Allocate 3GB on heap, and subtract the last byte's address with the first and cast to int.

i cant give an example its just an integer

Allocate 3GB on stack

Bruh, heap I meant!

i wonder if you can even get 3gb on stack

time to test it out

It's mostly limited to a few megabytes.

if you want to iterate over a array using ptrs or iterators or unsigned integers would be better

Or even KBs.

so if I make index value to 10000000000000000 and make it an int, it won't work unless it's a ptrdifft?

this variable

not array

It won't work until the number you gave makes sense in pointer difference situations and that if it does the ptrdiff is large enough to hold it.
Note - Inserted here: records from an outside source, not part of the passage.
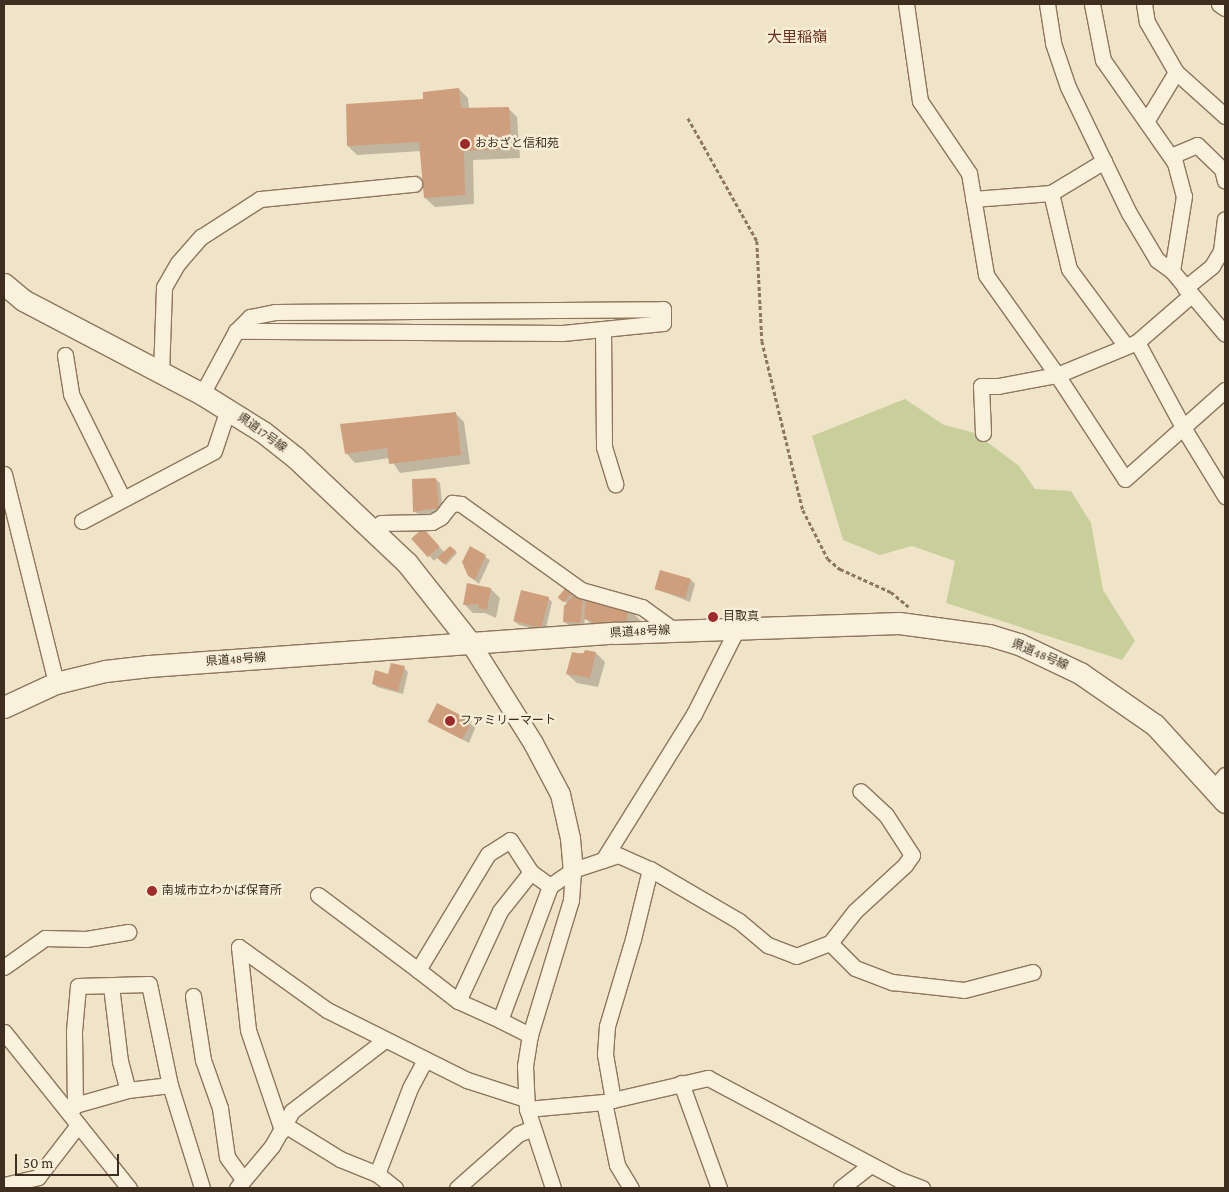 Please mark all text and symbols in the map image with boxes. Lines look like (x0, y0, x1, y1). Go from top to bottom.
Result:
district label: 大里稲嶺 (767, 29, 827, 47)
place label: おおざと信和苑 (475, 137, 559, 151)
marker: おおざと信和苑 (459, 138, 471, 150)
street label: 県道17号線 (235, 410, 289, 456)
place label: 目取真 (723, 610, 759, 624)
marker: 目取真 (707, 611, 719, 623)
street label: 県道48号線 (609, 623, 671, 641)
street label: 県道48号線 (1009, 637, 1071, 673)
street label: 県道48号線 (205, 651, 267, 669)
place label: ファミリーマート (460, 714, 556, 728)
marker: ファミリーマート (444, 715, 456, 727)
place label: 南城市立わかば保育所 (162, 884, 282, 898)
marker: 南城市立わかば保育所 (146, 885, 158, 897)
scale bar (18, 1144, 121, 1176)
text: 50 m (23, 1155, 53, 1171)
give me a code that represents what ur talking about pls

how large can ptrdifft hold btw

2⁶⁴ ÷ 2

2^63

ok but don't ignore this one bro 😔

learn about pointer arithmetic

then you will understand what std::ptrdiff_t does

or should do

why are u refusing to send an example code tho

just send it so I can look at it after I understand some

if you don't understand pointer arithmetic then you won't understand neither the code example

#include <cstddef>
#include <iostream>
 
int main()
{
    const std::size_t N = 10;
    int* a = new int[N];
    int* end = a + N;
    for (std::ptrdiff_t i = N; i > 0; --i)
        std::cout << (*(end - i) = i) << ' ';
    std::cout << '\n';
    delete[] a;
}

how large does the element have to be to make it only for ptrdifft

;compile

constexpr unsigned limit = std::numeric_limits<int>::max() + 1U; // 2'731'540'480;
auto *pb = new std::byte[limit];
auto *pe = pb + limit;

assert(pb);
int diff = pe - pb;
std::ptrdiff_t pdiff = pe - pb;
// std::printf("%p\n%p\n", pb, pe);

std::cout << "allocated: " << limit << "\nwith int: " << diff << "\nwith ptrdiff: " << pdiff;

Look at this.

;compile

constexpr unsigned limit = 2731540479;
auto *pb = new char[limit];
auto *pe = pb + limit;

assert(pb);
int diff = pe - pb;
std::ptrdiff_t pdiff = pe - pb;
// std::printf("%p\n%p\n", pb, pe);

std::cout << "with int: " << diff << '\n' << "with ptrdiff: " << pdiff;

ok

I wonder how does it calculates the undefined int behavior

and why -1

What?

how did it become negative

It overflowed.

The above example allocates 1byte more than 2GB, (2Gigs being the upper limit of int) so INT_MAX + 1, overflows the int, that's why it's really not fit for pointer difference.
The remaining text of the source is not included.